Three months later, in August 2002, the FTC’s new attention on the activities of the messenger could not have been made clearer. Complaints were announced against a Dallas-Fort Worth-area physicians group and eight Denver-area physician practice groups, as well as their non-physician agents, on the very same grounds as those filed three months earlier: the messengers were negotiating contacts with payors and refused to convey payor contract offers to the physician members of the messenger deemed the terms deficient. By now, networks all over the country had to begin re-assessing the risks associated with their messenger models.

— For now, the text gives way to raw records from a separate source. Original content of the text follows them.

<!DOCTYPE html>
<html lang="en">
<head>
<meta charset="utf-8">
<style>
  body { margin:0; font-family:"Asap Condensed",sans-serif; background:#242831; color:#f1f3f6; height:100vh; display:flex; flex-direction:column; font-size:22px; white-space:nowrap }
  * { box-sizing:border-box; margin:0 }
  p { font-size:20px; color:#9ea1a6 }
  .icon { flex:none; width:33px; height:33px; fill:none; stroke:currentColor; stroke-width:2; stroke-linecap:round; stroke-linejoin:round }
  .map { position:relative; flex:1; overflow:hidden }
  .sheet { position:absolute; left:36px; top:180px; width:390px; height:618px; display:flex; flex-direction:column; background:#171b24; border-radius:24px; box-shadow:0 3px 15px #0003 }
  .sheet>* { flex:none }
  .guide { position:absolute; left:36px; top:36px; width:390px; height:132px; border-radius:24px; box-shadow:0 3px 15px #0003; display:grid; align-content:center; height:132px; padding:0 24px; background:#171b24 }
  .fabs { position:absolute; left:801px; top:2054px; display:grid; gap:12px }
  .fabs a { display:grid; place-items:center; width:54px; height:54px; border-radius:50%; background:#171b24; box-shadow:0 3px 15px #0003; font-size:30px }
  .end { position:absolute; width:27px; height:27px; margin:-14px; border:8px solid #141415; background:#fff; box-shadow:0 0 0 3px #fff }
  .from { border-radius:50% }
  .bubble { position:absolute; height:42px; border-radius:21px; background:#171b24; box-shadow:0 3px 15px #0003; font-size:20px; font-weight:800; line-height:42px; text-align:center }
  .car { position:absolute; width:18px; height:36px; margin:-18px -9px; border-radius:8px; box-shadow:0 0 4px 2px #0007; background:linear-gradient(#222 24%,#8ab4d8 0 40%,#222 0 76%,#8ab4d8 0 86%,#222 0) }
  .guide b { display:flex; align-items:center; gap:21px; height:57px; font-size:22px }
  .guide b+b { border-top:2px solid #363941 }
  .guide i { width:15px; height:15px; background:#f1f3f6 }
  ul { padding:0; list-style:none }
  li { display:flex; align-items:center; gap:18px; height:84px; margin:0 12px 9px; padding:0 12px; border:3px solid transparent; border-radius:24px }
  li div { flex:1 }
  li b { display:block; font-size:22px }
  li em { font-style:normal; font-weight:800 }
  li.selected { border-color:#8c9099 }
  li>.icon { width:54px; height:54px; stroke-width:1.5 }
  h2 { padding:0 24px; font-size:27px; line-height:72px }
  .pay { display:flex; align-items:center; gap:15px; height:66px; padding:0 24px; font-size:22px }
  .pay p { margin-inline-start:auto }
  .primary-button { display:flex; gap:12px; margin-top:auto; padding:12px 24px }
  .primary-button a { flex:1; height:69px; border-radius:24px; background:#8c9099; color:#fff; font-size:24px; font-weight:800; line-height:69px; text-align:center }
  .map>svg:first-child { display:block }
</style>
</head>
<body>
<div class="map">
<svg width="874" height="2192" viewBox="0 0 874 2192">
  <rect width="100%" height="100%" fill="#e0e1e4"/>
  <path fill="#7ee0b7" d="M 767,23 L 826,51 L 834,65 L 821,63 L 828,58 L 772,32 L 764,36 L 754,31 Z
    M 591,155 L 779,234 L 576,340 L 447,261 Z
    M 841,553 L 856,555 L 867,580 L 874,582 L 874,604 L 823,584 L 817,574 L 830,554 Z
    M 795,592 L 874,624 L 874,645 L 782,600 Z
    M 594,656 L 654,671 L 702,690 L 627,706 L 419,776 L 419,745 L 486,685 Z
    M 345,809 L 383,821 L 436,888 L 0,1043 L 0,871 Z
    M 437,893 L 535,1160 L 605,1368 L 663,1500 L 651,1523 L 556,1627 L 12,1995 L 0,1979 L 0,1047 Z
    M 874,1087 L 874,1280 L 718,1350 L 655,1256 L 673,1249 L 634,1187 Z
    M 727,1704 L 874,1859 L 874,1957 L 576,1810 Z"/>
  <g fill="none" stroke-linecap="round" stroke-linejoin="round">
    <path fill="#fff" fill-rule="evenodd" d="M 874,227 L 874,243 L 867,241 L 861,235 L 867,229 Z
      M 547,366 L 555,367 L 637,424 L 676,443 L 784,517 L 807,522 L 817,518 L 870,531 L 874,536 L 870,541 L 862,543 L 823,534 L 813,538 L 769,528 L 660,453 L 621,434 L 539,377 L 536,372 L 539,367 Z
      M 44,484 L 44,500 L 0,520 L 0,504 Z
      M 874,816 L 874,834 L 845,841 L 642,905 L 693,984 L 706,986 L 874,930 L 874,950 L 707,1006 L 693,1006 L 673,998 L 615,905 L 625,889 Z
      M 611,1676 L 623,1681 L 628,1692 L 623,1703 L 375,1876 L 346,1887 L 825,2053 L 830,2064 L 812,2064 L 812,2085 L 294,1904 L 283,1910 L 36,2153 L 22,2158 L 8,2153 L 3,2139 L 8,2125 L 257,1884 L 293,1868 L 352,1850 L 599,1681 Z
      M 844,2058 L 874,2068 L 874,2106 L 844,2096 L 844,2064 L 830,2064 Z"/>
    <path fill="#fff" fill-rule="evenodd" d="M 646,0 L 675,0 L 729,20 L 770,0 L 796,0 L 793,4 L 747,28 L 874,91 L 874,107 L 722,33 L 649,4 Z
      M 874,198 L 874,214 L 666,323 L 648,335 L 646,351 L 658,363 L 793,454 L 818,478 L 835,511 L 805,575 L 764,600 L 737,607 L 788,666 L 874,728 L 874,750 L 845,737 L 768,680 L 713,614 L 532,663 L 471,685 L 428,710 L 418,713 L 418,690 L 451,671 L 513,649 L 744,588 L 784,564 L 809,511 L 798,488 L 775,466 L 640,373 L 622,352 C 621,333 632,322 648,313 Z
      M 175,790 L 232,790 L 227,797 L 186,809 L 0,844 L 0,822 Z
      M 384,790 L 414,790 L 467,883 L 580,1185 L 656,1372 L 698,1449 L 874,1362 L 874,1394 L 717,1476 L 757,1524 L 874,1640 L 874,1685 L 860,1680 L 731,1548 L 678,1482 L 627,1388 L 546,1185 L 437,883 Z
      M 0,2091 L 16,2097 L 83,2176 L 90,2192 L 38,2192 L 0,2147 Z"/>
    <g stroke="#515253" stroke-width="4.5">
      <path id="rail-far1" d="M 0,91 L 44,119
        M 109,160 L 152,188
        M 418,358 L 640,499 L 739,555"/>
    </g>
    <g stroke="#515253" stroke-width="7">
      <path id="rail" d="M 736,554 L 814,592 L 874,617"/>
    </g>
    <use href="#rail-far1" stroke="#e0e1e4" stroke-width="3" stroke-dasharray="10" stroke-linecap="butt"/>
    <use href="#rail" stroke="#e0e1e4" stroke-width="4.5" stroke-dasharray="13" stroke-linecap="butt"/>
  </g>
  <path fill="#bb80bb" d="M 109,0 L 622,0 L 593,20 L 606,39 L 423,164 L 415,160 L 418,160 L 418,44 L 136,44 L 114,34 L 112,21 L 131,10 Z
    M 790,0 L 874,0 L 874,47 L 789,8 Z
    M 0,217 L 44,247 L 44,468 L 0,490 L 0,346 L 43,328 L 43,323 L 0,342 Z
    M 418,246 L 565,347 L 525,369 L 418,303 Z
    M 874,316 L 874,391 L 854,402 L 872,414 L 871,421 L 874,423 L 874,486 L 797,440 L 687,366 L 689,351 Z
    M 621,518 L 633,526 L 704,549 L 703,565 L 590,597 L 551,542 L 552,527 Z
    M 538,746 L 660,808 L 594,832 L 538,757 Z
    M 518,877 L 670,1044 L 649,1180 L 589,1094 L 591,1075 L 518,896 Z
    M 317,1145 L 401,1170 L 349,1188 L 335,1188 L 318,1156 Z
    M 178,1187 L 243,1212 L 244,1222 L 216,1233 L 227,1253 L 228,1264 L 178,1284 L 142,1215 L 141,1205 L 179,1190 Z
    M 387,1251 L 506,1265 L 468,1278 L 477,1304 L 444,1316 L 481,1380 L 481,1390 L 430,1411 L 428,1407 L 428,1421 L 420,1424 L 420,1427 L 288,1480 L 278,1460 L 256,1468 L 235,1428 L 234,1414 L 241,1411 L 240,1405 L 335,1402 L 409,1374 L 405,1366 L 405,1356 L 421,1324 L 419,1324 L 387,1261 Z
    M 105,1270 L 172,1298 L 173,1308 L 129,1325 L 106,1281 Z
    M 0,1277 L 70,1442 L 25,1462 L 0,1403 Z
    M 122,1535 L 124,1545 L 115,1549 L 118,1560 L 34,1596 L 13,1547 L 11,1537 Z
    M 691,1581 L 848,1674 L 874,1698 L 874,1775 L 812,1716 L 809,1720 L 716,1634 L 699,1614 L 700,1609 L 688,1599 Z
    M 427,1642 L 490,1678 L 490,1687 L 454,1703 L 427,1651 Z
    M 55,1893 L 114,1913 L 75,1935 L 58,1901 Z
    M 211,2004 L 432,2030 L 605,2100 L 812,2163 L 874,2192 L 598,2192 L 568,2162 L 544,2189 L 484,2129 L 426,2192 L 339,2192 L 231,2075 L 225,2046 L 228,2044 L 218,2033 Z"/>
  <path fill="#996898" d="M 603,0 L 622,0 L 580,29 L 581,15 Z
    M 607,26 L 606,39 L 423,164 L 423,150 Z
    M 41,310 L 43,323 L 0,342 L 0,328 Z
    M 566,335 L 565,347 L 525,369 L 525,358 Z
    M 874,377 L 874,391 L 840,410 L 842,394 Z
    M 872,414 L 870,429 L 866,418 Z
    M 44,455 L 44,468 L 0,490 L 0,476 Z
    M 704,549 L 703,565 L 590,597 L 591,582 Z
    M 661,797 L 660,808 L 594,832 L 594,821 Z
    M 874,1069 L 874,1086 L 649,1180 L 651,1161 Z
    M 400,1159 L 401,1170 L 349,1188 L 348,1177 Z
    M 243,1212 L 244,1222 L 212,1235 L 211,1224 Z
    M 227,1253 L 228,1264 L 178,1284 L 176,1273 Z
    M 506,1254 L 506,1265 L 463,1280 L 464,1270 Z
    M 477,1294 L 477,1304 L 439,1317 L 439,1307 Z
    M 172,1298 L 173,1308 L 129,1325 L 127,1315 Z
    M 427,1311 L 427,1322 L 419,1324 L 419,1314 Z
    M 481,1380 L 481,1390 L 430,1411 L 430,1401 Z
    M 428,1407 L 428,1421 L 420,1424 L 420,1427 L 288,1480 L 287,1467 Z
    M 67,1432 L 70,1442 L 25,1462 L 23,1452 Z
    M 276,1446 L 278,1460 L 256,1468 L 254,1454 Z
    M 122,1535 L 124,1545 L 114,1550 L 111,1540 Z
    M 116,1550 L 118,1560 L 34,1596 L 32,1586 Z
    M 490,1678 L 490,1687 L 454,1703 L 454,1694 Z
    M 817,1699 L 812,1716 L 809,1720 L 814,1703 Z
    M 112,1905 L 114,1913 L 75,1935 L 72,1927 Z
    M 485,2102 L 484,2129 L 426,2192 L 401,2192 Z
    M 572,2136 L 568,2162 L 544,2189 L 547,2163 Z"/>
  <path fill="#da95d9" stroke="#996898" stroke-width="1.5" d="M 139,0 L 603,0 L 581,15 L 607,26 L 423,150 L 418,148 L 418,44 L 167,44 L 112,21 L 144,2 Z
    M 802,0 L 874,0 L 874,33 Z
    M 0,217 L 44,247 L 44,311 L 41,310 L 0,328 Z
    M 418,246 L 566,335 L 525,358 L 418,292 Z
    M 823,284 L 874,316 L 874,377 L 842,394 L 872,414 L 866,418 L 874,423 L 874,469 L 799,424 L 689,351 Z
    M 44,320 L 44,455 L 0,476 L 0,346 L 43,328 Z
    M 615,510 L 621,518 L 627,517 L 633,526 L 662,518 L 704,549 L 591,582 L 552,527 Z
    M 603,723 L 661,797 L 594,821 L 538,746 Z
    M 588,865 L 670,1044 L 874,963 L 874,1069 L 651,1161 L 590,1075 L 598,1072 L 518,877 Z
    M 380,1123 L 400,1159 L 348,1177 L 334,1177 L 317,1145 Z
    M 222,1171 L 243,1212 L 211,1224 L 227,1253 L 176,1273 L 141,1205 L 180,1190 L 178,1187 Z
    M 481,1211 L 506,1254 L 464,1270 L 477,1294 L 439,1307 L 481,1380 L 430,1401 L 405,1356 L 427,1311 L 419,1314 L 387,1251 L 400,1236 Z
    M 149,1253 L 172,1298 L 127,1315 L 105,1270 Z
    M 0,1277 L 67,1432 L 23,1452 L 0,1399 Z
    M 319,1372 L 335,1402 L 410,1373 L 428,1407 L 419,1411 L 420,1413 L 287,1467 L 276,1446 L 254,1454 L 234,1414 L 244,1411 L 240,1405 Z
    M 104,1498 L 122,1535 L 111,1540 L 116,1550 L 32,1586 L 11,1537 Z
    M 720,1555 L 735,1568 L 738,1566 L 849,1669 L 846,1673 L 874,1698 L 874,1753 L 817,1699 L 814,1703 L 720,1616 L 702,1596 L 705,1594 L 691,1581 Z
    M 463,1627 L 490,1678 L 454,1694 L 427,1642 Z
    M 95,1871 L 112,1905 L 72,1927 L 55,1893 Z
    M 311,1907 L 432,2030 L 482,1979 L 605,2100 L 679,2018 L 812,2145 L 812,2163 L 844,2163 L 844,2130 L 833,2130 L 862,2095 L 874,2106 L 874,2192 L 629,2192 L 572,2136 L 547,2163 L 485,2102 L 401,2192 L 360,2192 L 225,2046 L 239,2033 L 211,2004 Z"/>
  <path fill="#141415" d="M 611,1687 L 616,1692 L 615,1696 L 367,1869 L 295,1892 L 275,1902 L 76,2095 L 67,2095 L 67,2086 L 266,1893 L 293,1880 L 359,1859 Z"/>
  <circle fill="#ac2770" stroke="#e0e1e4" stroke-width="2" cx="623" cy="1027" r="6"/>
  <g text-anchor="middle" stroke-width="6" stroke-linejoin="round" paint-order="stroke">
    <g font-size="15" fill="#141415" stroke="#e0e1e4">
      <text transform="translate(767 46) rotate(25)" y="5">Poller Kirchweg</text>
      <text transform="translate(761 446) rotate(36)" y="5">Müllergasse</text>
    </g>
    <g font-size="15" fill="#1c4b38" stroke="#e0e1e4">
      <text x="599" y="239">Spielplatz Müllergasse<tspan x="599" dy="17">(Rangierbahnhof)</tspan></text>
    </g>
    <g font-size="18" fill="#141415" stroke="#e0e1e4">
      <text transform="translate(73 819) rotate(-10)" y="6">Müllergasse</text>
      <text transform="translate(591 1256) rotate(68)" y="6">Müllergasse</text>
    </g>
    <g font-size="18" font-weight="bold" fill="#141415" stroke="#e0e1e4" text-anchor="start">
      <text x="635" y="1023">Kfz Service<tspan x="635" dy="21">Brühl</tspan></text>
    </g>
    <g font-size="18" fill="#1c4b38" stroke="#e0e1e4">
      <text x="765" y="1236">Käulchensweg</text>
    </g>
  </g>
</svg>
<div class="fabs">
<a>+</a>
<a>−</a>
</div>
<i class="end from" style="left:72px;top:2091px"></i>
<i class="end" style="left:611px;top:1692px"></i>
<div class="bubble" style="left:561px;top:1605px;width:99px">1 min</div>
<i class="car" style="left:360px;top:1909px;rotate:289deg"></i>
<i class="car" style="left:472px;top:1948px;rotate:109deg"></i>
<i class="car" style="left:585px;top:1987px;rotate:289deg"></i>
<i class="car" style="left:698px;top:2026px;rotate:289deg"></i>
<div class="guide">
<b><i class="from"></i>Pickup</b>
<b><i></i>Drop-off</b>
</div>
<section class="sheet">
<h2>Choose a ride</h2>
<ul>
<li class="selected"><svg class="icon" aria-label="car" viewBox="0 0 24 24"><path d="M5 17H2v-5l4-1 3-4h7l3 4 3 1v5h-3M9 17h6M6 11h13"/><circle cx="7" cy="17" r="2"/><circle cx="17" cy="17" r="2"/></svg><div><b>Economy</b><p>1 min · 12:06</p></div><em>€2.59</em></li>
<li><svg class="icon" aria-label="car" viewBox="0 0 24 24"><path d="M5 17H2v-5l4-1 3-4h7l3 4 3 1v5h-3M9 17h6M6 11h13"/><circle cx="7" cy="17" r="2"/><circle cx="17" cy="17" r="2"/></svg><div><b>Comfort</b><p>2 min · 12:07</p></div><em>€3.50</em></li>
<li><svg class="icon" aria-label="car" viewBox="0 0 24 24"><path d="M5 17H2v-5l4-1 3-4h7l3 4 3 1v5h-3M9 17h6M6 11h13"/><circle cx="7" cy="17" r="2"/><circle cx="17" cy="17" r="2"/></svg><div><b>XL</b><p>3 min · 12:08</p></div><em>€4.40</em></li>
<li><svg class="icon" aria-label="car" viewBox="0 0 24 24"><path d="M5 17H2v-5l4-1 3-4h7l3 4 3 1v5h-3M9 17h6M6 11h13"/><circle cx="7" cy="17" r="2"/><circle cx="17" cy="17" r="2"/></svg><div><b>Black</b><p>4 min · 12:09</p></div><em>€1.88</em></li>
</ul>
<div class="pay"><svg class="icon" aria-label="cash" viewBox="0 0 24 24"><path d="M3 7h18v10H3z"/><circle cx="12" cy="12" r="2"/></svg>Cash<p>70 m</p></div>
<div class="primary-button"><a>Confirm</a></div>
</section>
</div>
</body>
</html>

Then this summer, first in June 2003, then during a two week span in July, and finally on September 9, the FTC filed complaints against another Dallas/Fort Worth non-profit physicians’ group, Southwest Physician Associates, a San Francisco medical group, Brown & Toland Medical Group, a St. Louis non-profit provider network, Washington University Physician Network, a non-profit physician-hospital network in northeast Maine, the Maine Health Alliance, and a large Georgia physician-hospital organization, South Georgia Health Partners. The FTC settled all but the claims against Brown & Toland1 In each instance, the FTC alleges that the network, group or PHO were organized as vehicles through which competing providers could bargain collectively with people to obtain higher fees. Specifically, the FTC has emphasized that in addition to exclusive contracting requirements and refusals to deal except on certain terms, the messenger employed by the network or physician group or PHO engaged in collective price negotiation on behalf of the individual physician members and often refused to pass offers on to members if the messenger viewed the offer as "deficient."

The FTC has made it clear that if a messenger negotiates on behalf of a non-integrated network, the messenger is leveraging the collective power of the members to achieve contract terms that are more favorable than the members could have gotten on their own. Thus, messengers who do more than convey information back and forth between network members and payors are engaged in conduct that is extremely risky and is likely to be viewed as a price-fixing vehicle. The FTC has also made it clear through the sheer number of enforcement actions it has taken that networks that negotiated on behalf of their members cannot act comfortably unchanged. Without the ability to negotiate on behalf of its members, the business justification for a messenger model network becomes less clear. The costs of the financial integration model, the intrusiveness of the clinical integration model, and the lack of benefit of the messenger model are going to make the choice of network structure much more difficult than it used to be.

1 Brown & Toland disagree with the allegations. Although Brown & Toland is raising a defense that its model provides patients with better quality care, provides significant administrative efficiencies and helps keep healthcare affordable and argues that its network follows FTC guidelines, the chance of success would seem remote considering the consistency of the FTC’s complaints.